Em uma série de estudos com mais de 2.500 pessoas, os pesquisadores perguntaram até que ponto as pessoas concordavam ou discordavam de declarações como "É difícil progredir sem perder espaço aqui e ali". "Às vezes, vale a pena sofrer um pouco com isso." "Minha parte é ver os outros receberem a punição que merecem. " ou "Eu sei que sou especial porque todo mundo continua me dizendo isso." Além disso, eles estudaram outras tendências e comportamentos autorreferidos, como agressividade ou impulsividade, e medidas objetivas de comportamento egoísta e antiético.

O mapeamento dos pesquisadores foi o "fator D comum", que foi publicado na revista acadêmica Psychological Review, pode ser comparado a como Charles Spearman mostrou há 100 anos que as pessoas que ganham muito em um tipo de teste de inteligência também têm uma pontuação alta em outros tipos de testes de inteligência, porque há algo como um fator geral de inteligência.

"Da mesma forma, os aspectos sombrios da personalidade humana também têm um denominador comum, o que significa que - semelhante à inteligência - pode-se dizer que todos eles são uma expressão da mesma tendência disposicional", explica o pesquisador Ingo Zettler.

Por exemplo, em uma determinada pessoa, o fator D pode se manifestar principalmente como narcisismo, psicopatia ou um dos outros traços sombrios, ou uma combinação destes. Mas com o mapeamento do denominador comum dos vários traços obscuros da personalidade, pode-se simplesmente verificar que a pessoa tem um fator D alto. "Isso ocorre porque o fator D indica a probabilidade de uma pessoa se envolver em comportamento associado a um ou mais desses traços sombrios", diz ele. Na prática, isso significa que um indivíduo que exibe um determinado comportamento malévolo (como gostar de humilhar os outros) também terá uma probabilidade maior de se engajar em outras atividades malévolas (como enganar, mentir ou roubar).

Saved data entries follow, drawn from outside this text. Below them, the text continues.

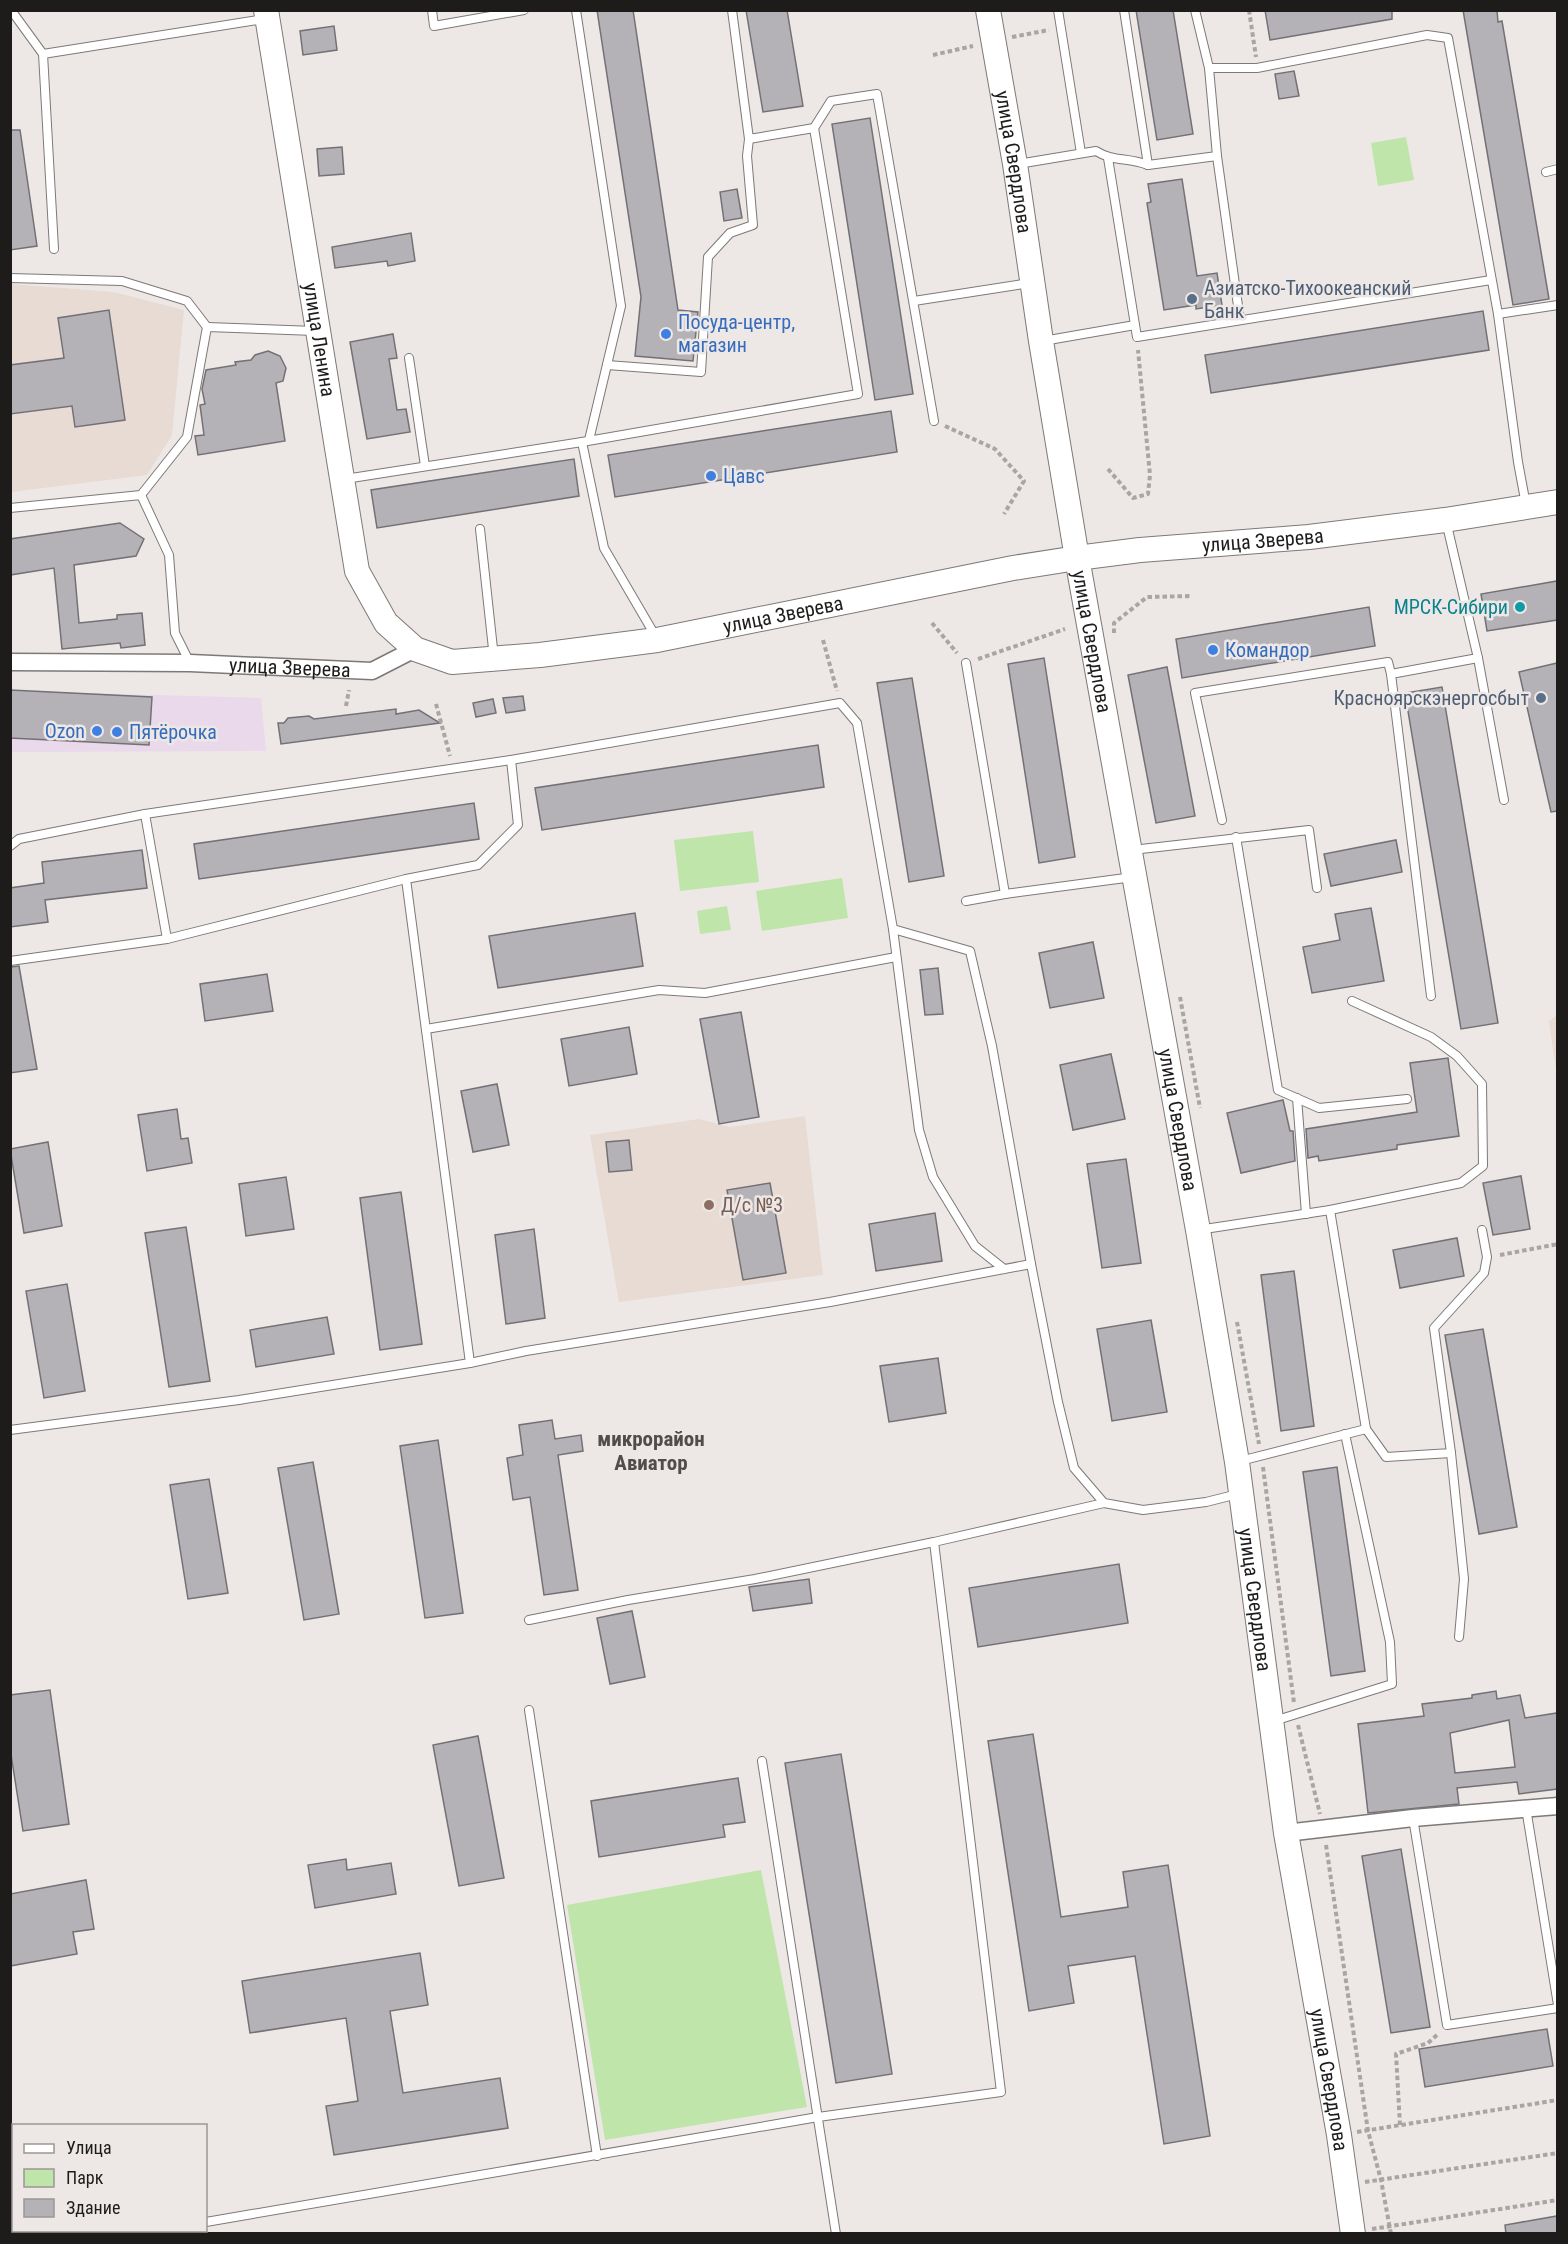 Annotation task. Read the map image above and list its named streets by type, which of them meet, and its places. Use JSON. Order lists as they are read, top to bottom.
{
  "streets": {
    "main road": ["улица Свердлова", "улица Ленина", "улица Зверева"]
  },
  "crossings": [
    ["улица Свердлова", "улица Зверева"],
    ["улица Ленина", "улица Зверева"]
  ],
  "districts": ["микрорайон Авиатор"],
  "places": [
    "Азиатско-Тихоокеанский Банк",
    "Посуда-центр, магазин",
    "Цавс",
    "МРСК-Сибири",
    "Командор",
    "Красноярскэнергосбыт",
    "Ozon",
    "Пятёрочка",
    "Д/с №3"
  ],
  "legend": ["Улица", "Парк", "Здание"]
}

Os nove traços escuros não são de forma alguma os mesmos, e cada um pode resultar em tipos específicos de comportamento. No entanto, em sua essência, os traços escuros geralmente têm muito mais em comum que os diferencia.

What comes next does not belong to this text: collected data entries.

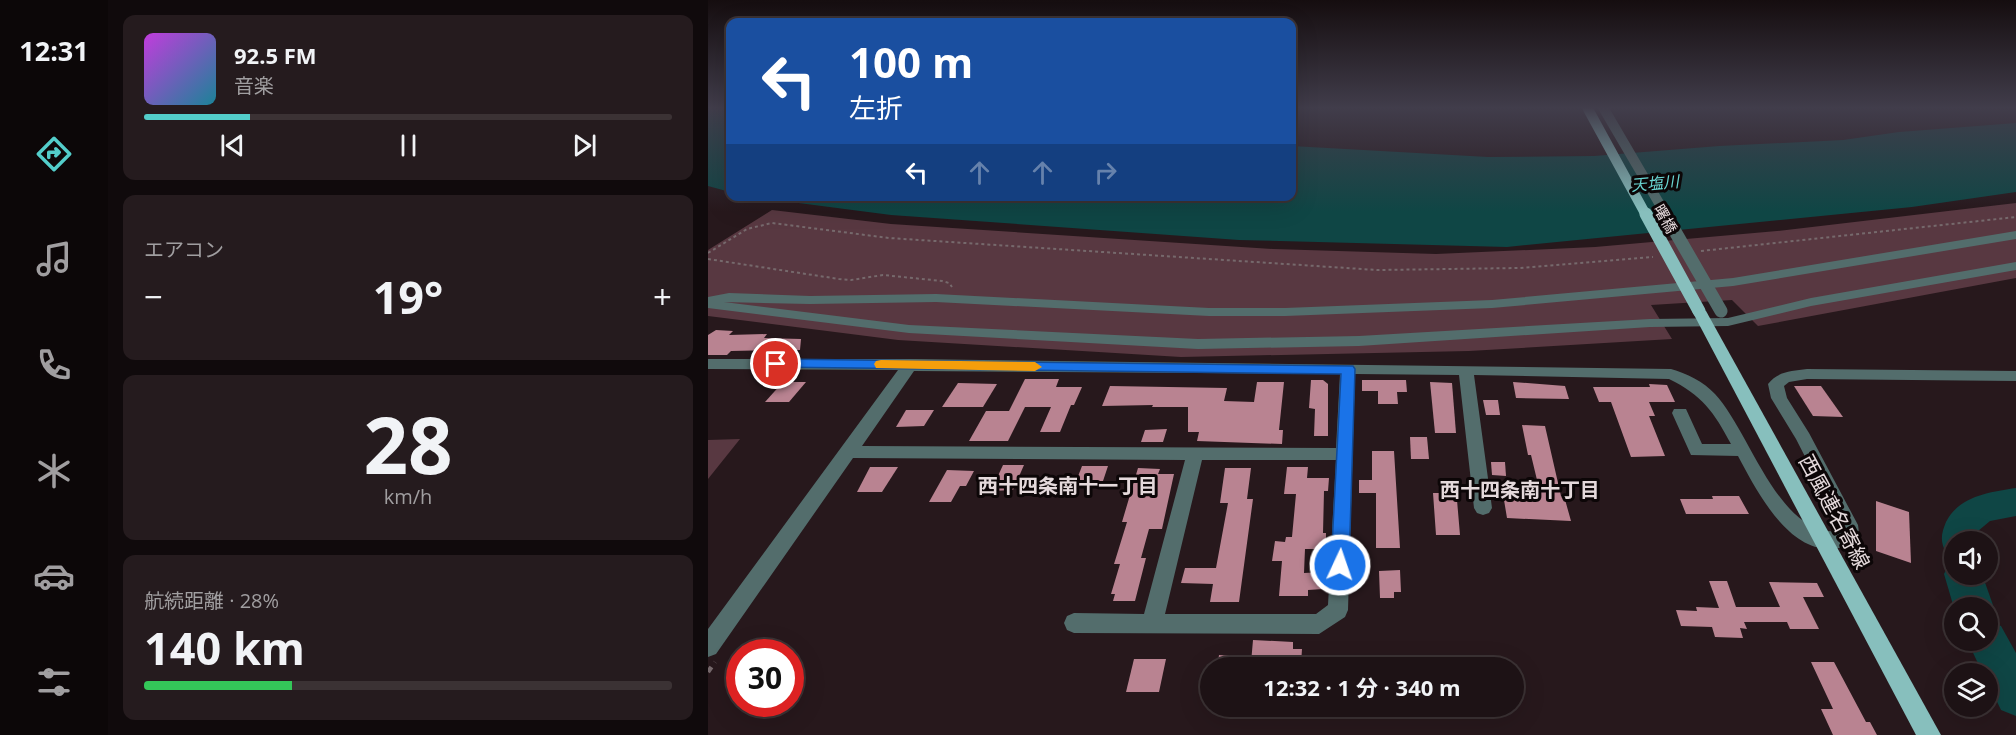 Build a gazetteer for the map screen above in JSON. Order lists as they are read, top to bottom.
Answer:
{
  "streets": {
    "main road": ["曙橋", "西風連名寄線"]
  },
  "crossings": [
    ["曙橋", "西風連名寄線"]
  ],
  "districts": ["西十四条南十一丁目", "西十四条南十丁目"],
  "water": ["天塩川"],
  "page": {
    "tabs": "12:31",
    "turn": ["100 m", "左折"],
    "song": ["92.5 FM", "音楽"],
    "tile": [
      "エアコン",
      ["28", "km/h"],
      ["航続距離 · 28%", "140 km"]
    ],
    "heat": ["−", "19°", "+"],
    "limit": "30",
    "trip": "12:32 · 1 分 · 340 m"
  }
} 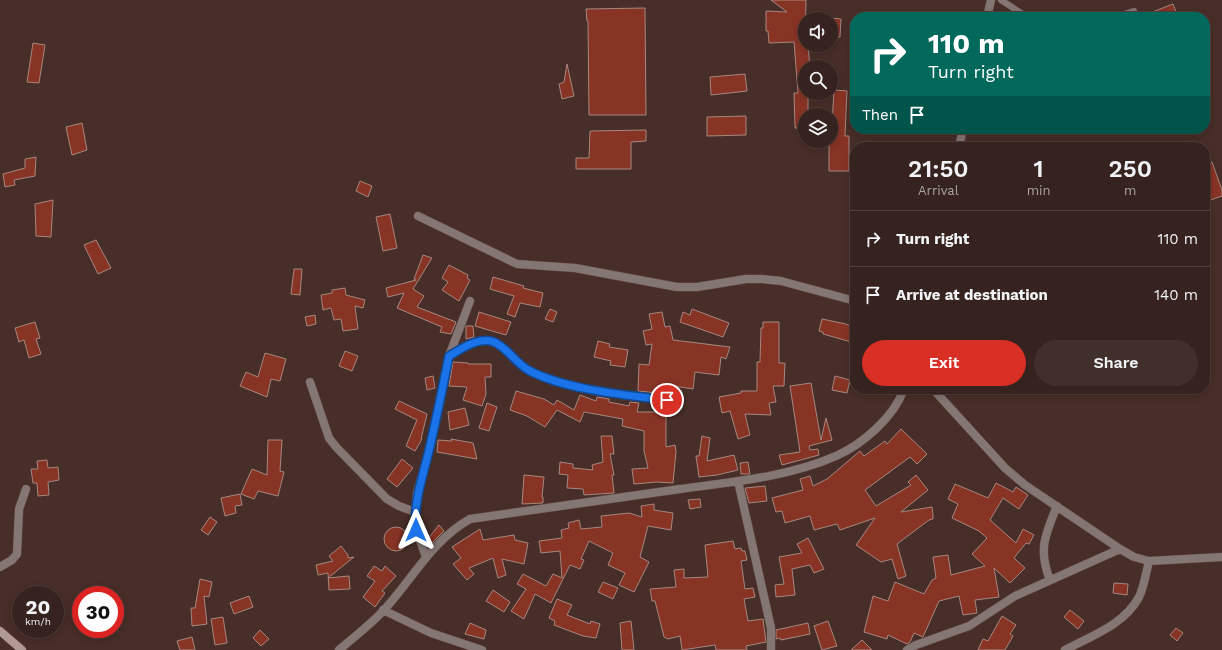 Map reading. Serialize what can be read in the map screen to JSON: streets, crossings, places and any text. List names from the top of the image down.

E o conhecimento sobre esse "núcleo escuro" pode desempenhar um papel crucial para pesquisadores ou terapeutas que trabalham com pessoas com traços específicos de personalidade sombria, pois é esse fator D que afeta diferentes tipos de comportamentos e ações humanas imprudentes e maliciosas, frequentemente relatados na mídia.

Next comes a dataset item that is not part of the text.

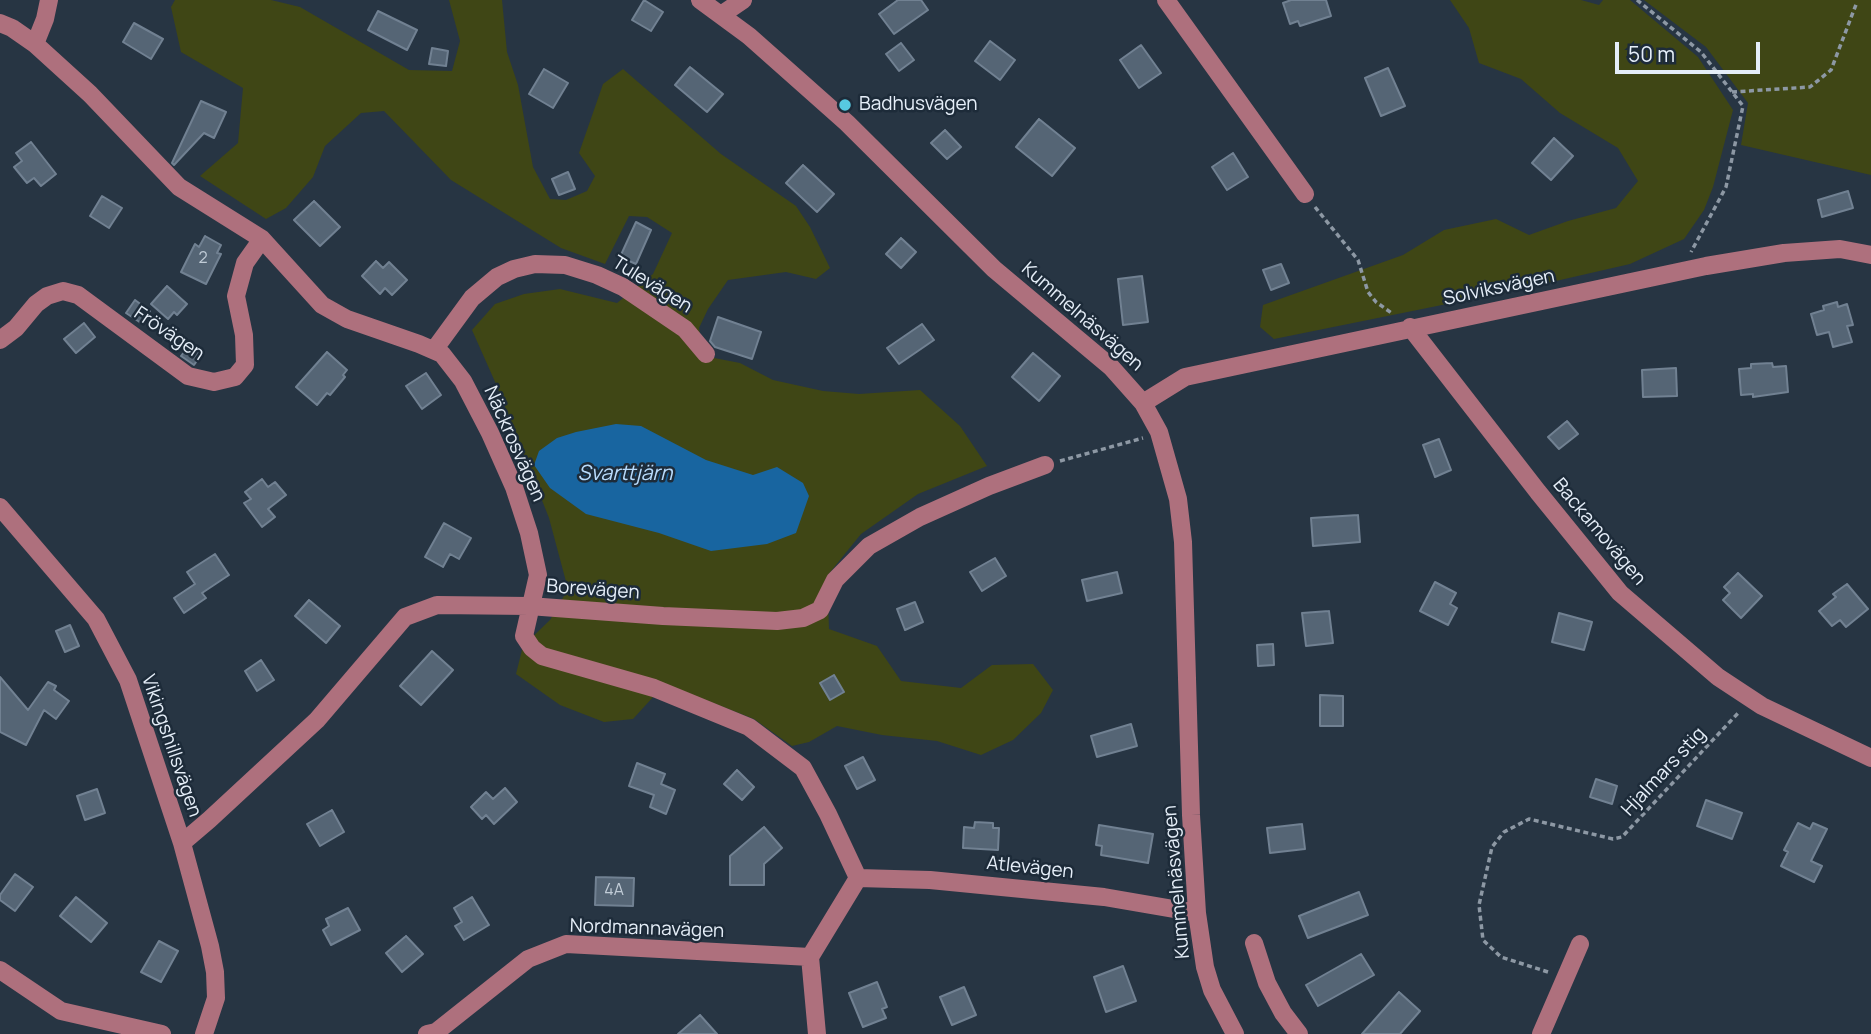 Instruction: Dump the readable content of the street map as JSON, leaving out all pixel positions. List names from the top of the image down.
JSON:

"Nós vemos, por exemplo, em casos de violência extrema, ou quebra de regras, mentiras e enganos nos setores corporativo ou público. Aqui, o conhecimento sobre o fator-D de uma pessoa pode ser uma ferramenta útil, por exemplo, para avaliar a probabilidade de a pessoa reincidir ou se engajar em comportamentos mais prejudiciais", ressalta o pesquisador. O que torna assustador o fato de que comportamentos ligados à psicopatia são reforçados no meio corporativo.

Referências:

M ORTEN Moshagen , BENJAMIN E. Hilbig , INGO Zettler . The dark core of personality . . Psychological Review , 2018; DOI: 10.1037/rev0000111

University of Copenhagen. "Psychologists define the 'dark core of personality'." ScienceDaily . ScienceDaily , 26 September 2018. < www.sciencedaily.com/releases/2018/09/180926110841.htm >.